It was still early and the gym was full of Venatori doing their thing. The large of the gyms in the building had several rings and Kai and I had to wait for a little while before we could get in one. Which was okay, it allowed me to stretch and even though I got strange looks do some yoga.
My father sat next to me on the mat while I moved through each pose. “Most of us don’t do what you do.” Kaid said as stretched his legs and groin muscles.
“Most people aren’t half human who get their ass kicked either.” I reminded him.
“You are a better fighter than most of the people here. Why do you think that is?” Kai asked.
“Because I have to work hard at what I do. Same with everything else I do, Dad.”
“Nothing comes easy for you. It’s a constant reminder that I should have been there for you.” His voice was full of sorrow and I could tell he wanted to say more, do more, and be more than I was letting him.
“What would you have done, Kai?”
“You wouldn’t like men for one thing. That’s all on Dorian.”
I sat down hard when Kai blamed the one person who was there for me in everything. “Dorian has nothing to do with why I like men. I didn’t know Dorian was into men until after I had crushed on Dylan and kissed him. Dorian confided in me then that he felt the same. Just like I didn’t make Nick gay. He was gay before I met him. I was just the first boy he got caught with.” I stood up and sighed. “This is why you and I don’t get along. You piss and moan about how I would be different if you had been my father. I got news for you Kai. I like the man I became.”

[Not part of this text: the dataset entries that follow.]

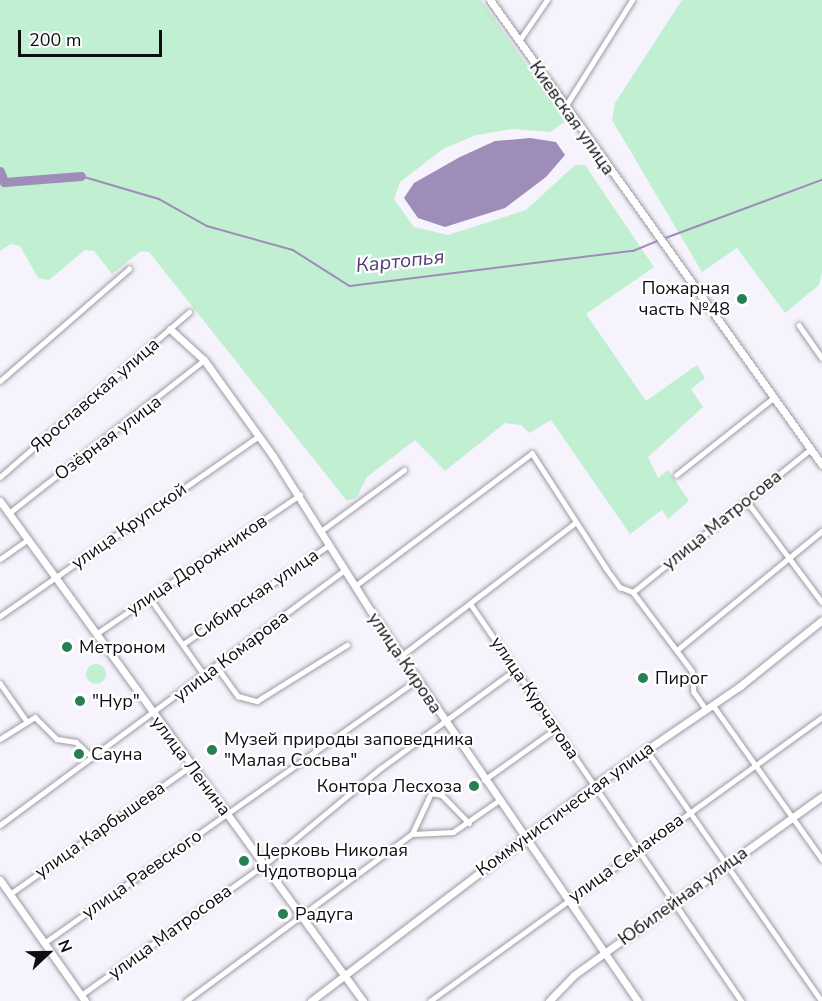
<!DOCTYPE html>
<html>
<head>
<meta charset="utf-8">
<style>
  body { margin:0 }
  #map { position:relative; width:822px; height:1001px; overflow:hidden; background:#f6f3fd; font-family:"Nunito Sans",sans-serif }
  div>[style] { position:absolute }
  .green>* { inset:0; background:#c0efd2 }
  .round { border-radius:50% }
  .water>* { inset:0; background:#9d8db8 }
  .stream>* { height:1.5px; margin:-0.75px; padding:0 0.75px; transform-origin:0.75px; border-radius:0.75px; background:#9d8db8 }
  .river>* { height:9px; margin:-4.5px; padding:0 4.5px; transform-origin:4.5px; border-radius:4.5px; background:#9d8db8 }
  .roads { filter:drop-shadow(0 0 2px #9e9ba4) drop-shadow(0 0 2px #9e9ba4) }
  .street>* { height:4.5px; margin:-2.25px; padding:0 2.25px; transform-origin:2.25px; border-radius:2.25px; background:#fff }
  .secondary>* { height:7px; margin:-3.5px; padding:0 3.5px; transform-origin:3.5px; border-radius:3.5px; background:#fff }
  .dots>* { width:16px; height:16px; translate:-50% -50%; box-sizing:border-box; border:3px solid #fff; border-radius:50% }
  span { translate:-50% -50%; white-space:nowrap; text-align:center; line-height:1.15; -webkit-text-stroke:4.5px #fff; paint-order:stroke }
  .street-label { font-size:18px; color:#0e0d11 }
  .poi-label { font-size:18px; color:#0e0d11 }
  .right { translate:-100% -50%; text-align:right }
  .left { translate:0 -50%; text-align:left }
  .water-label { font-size:20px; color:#543d76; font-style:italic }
  .north { position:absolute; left:18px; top:923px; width:60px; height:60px; -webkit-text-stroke:4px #fff; paint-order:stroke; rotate:68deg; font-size:16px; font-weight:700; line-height:24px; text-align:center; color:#0e0d11 }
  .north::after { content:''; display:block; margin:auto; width:21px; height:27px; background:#0e0d11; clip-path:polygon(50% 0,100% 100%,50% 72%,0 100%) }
  .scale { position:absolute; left:18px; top:30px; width:144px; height:27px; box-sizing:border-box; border:3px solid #0e0d11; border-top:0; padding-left:8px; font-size:18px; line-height:21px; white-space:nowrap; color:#0e0d11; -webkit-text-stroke:4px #fff; paint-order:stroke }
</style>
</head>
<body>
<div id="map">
  <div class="green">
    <div style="clip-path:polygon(0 0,481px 0,566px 121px,550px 132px,512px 129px,476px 135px,443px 149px,400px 182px,394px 199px,414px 227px,448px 235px,526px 210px,575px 165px,585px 165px,654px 267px,586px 314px,646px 401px,697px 365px,705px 378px,691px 389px,703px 407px,648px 457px,658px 478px,668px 470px,689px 501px,668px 519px,662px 510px,630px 534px,551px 420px,529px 433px,521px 425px,505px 423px,445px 471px,415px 440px,367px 477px,357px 497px,347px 501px,149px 252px,141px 251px,112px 274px,94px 251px,85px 250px,49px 280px,38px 278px,20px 246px,11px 244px,0 251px)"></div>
    <div style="clip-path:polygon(682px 0,822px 0,822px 273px,819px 285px,785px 313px,737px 248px,702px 272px,612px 120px,615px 103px)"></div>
    <div class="round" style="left:86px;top:664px;width:20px;height:20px"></div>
  </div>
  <div class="water">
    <div style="clip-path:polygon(530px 138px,556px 142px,565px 155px,546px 177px,505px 208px,445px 227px,418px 218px,404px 198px,414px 183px,460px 157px,495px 141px)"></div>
  </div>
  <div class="stream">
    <div style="left:81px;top:176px;width:81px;rotate:16.4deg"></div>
    <div style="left:159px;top:199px;width:55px;rotate:29.4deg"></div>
    <div style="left:207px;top:226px;width:89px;rotate:15.6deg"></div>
    <div style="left:293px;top:250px;width:67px;rotate:32.3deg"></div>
    <div style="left:350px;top:286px;width:285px;rotate:-7.1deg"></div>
    <div style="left:633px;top:251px;width:27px;rotate:-22deg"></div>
    <div style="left:663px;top:239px;width:170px;rotate:-20.4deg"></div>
  </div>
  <div class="river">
    <div style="left:0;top:171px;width:12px;rotate:70deg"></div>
    <div style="left:4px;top:182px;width:77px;rotate:-4.5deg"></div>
  </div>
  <div class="roads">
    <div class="street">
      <div style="left:519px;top:41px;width:50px;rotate:-55.7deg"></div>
      <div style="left:565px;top:107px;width:126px;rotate:-57.9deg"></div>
      <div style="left:799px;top:325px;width:40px;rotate:55.1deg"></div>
      <div style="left:0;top:381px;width:171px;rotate:-41deg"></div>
      <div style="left:676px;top:475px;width:124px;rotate:-38.4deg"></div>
      <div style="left:0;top:477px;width:251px;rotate:-41.1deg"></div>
      <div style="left:746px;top:500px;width:127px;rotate:53.3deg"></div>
      <div style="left:9px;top:513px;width:248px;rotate:-38.1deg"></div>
      <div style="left:321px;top:531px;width:103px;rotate:-36.3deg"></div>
      <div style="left:0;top:559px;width:33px;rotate:-35deg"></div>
      <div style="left:355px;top:586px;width:221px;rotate:-36.9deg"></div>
      <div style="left:532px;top:453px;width:137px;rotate:57.2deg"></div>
      <div style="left:606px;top:568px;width:24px;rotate:54deg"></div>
      <div style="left:620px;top:587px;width:14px;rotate:21deg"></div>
      <div style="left:633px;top:592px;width:99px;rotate:53.2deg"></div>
      <div style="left:692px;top:671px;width:21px;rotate:85deg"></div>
      <div style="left:694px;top:692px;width:21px;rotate:55deg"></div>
      <div style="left:633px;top:592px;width:228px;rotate:-38.8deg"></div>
      <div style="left:150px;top:598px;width:95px;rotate:54.8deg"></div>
      <div style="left:470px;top:603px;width:482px;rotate:55.7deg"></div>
      <div style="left:0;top:616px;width:315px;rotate:-34.8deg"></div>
      <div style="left:96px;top:634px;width:247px;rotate:-34.3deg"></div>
      <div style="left:183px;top:644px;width:176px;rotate:-34.1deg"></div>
      <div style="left:677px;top:650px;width:188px;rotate:-39.4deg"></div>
      <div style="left:401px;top:656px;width:219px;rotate:-37.4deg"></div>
      <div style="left:217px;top:667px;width:36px;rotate:54deg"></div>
      <div style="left:238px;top:696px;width:20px;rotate:15deg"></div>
      <div style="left:257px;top:701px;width:106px;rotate:-31.9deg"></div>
      <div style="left:0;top:683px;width:45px;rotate:54.9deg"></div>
      <div style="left:713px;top:705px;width:189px;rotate:54.7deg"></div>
      <div style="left:0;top:739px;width:41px;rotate:-32.2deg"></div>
      <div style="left:35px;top:717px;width:31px;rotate:45deg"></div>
      <div style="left:57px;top:739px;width:19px;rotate:9deg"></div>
      <div style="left:76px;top:742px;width:22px;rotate:43deg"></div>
      <div style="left:646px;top:749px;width:307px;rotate:55.1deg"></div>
      <div style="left:484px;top:780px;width:86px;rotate:-35.5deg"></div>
      <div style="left:0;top:825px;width:429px;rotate:-36.5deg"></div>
      <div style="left:412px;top:834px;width:45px;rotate:-65.1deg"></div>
      <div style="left:431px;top:793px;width:11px;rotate:10deg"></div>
      <div style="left:442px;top:795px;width:39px;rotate:46deg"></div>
      <div style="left:10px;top:894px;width:222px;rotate:-35.3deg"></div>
      <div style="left:44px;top:943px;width:456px;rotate:-35.2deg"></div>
      <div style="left:81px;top:995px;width:224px;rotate:-35.4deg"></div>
      <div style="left:264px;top:865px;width:152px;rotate:-39.7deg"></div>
      <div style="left:381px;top:768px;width:166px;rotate:-36.2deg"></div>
      <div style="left:186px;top:1001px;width:281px;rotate:-36.5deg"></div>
      <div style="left:412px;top:834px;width:41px;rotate:-2.8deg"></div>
      <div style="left:453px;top:832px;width:55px;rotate:-34.6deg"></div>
      <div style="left:430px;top:1001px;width:484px;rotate:-35.9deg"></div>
    </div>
    <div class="secondary">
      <div style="left:490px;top:0;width:571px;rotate:54.47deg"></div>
      <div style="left:170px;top:329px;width:46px;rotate:42.4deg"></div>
      <div style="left:204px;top:360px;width:118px;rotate:54.3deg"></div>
      <div style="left:273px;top:456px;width:182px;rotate:57.8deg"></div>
      <div style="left:370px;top:610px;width:474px;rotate:55.6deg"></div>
      <div style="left:0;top:501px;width:618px;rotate:54.02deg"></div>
      <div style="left:0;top:880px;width:148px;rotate:54.9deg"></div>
      <div style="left:311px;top:1001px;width:357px;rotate:-37.3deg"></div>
      <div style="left:595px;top:785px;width:176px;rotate:-34.3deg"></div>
      <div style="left:740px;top:686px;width:105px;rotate:-38.8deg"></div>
      <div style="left:549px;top:1001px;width:36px;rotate:-46deg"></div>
      <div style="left:574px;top:975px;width:306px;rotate:-35.8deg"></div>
    </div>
  </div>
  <div class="dots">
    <div style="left:742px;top:299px;background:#278054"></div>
    <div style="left:67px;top:647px;background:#278054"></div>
    <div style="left:643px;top:678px;background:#278054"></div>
    <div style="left:80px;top:701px;background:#278054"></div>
    <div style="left:212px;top:750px;background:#278054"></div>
    <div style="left:79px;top:754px;background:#278054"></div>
    <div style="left:474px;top:786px;background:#278054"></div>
    <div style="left:244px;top:861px;background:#278054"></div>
    <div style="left:283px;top:914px;background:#278054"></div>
  </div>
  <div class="street-label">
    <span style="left:572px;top:118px;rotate:55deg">Киевская улица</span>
    <span style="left:95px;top:395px;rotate:-41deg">Ярославская улица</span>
    <span style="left:108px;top:438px;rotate:-37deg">Озёрная улица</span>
    <span style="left:722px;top:520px;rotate:-39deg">улица Матросова</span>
    <span style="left:129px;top:526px;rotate:-35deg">улица Крупской</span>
    <span style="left:197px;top:565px;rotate:-34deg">улица Дорожников</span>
    <span style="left:256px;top:594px;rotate:-34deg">Сибирская улица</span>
    <span style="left:231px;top:656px;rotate:-37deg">улица Комарова</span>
    <span style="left:405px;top:663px;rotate:56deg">улица Кирова</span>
    <span style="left:535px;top:698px;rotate:56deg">улица Курчатова</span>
    <span style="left:191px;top:766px;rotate:53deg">улица Ленина</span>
    <span style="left:565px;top:809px;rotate:-36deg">Коммунистическая улица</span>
    <span style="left:100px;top:830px;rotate:-35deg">улица Карбышева</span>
    <span style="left:626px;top:858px;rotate:-36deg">улица Семакова</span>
    <span style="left:142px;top:874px;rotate:-35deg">улица Раевского</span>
    <span style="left:683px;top:896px;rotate:-36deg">Юбилейная улица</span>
    <span style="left:170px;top:932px;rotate:-36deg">улица Матросова</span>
  </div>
  <div class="poi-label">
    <span class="right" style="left:730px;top:299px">Пожарная<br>часть №48</span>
    <span class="left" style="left:79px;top:647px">Метроном</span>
    <span class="left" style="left:655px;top:678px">Пирог</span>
    <span class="left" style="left:92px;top:701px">"Нур"</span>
    <span class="left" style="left:224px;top:750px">Музей природы заповедника<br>"Малая Сосьва"</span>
    <span class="left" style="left:91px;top:754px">Сауна</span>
    <span class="right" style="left:462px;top:786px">Контора Лесхоза</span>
    <span class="left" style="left:256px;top:861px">Церковь Николая<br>Чудотворца</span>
    <span class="left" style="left:295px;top:914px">Радуга</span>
  </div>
  <div class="water-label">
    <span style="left:400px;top:261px;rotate:-6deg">Картопья</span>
  </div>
  <div class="north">N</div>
  <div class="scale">200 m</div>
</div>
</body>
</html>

I turned and walked away from my father. I could feel his eyes on my back and then in only a few steps my father was up and grabing my arm. It had been silent and if I hadn’t been waiting for it I might have found myself on the floor instead of flipping my father over my shoulder and looking down at him lying on the mat. “I might have been a different person, Kai, if you raised me. But I don’t think I’d be a better man because of it. Dorian let me think outside the box. He encouraged it.”
“He didn’t care, that’s why he encouraged it. He didn’t care if you became a fag or the outcast. He only cared about his image, being the only man to wrangle a resentful child. You are just part of his image.” He spat out the words like he hated the youngest Vega. And I suppose he did when it came to me.
I sighed. “Dad, Dorian is a good man.” I knelt down and whispered above him. “Dorian cared more than you ever would have. You think Nick, Marius or Tobias think you were a good father. Even Iris and Adam have issues with you, what makes me so different than them. They all thought you were a lousy father. You weren’t there for the children you had. Don’t think you would have made me a better person. I’d be just like them, ignorant to the world outside. I wouldn’t know what it meant to actually protect humanity. They don’t know what it feels like to be human. They can’t even fathom the idea that not all supernatural creatures are alike. They are people just like us. I love Dorian like a son should love his father. You? I barely know. And we always get into these arguements. I want to love you like Dorian. I want to take you from that dark place where I kept my father. But you keep closing the door, slamming it in my face. Be a good grandfather to the boys. You will never be a good father to me.”
The room had gone quiet while I said my peice to Kai. Everyone was looking but trying not to look. I stood up and walked away to the locerk room to get my things. There was not going to be any sparring today. And I knew if I stayed I was going to get the shit kicked out of me. It would probably still happen.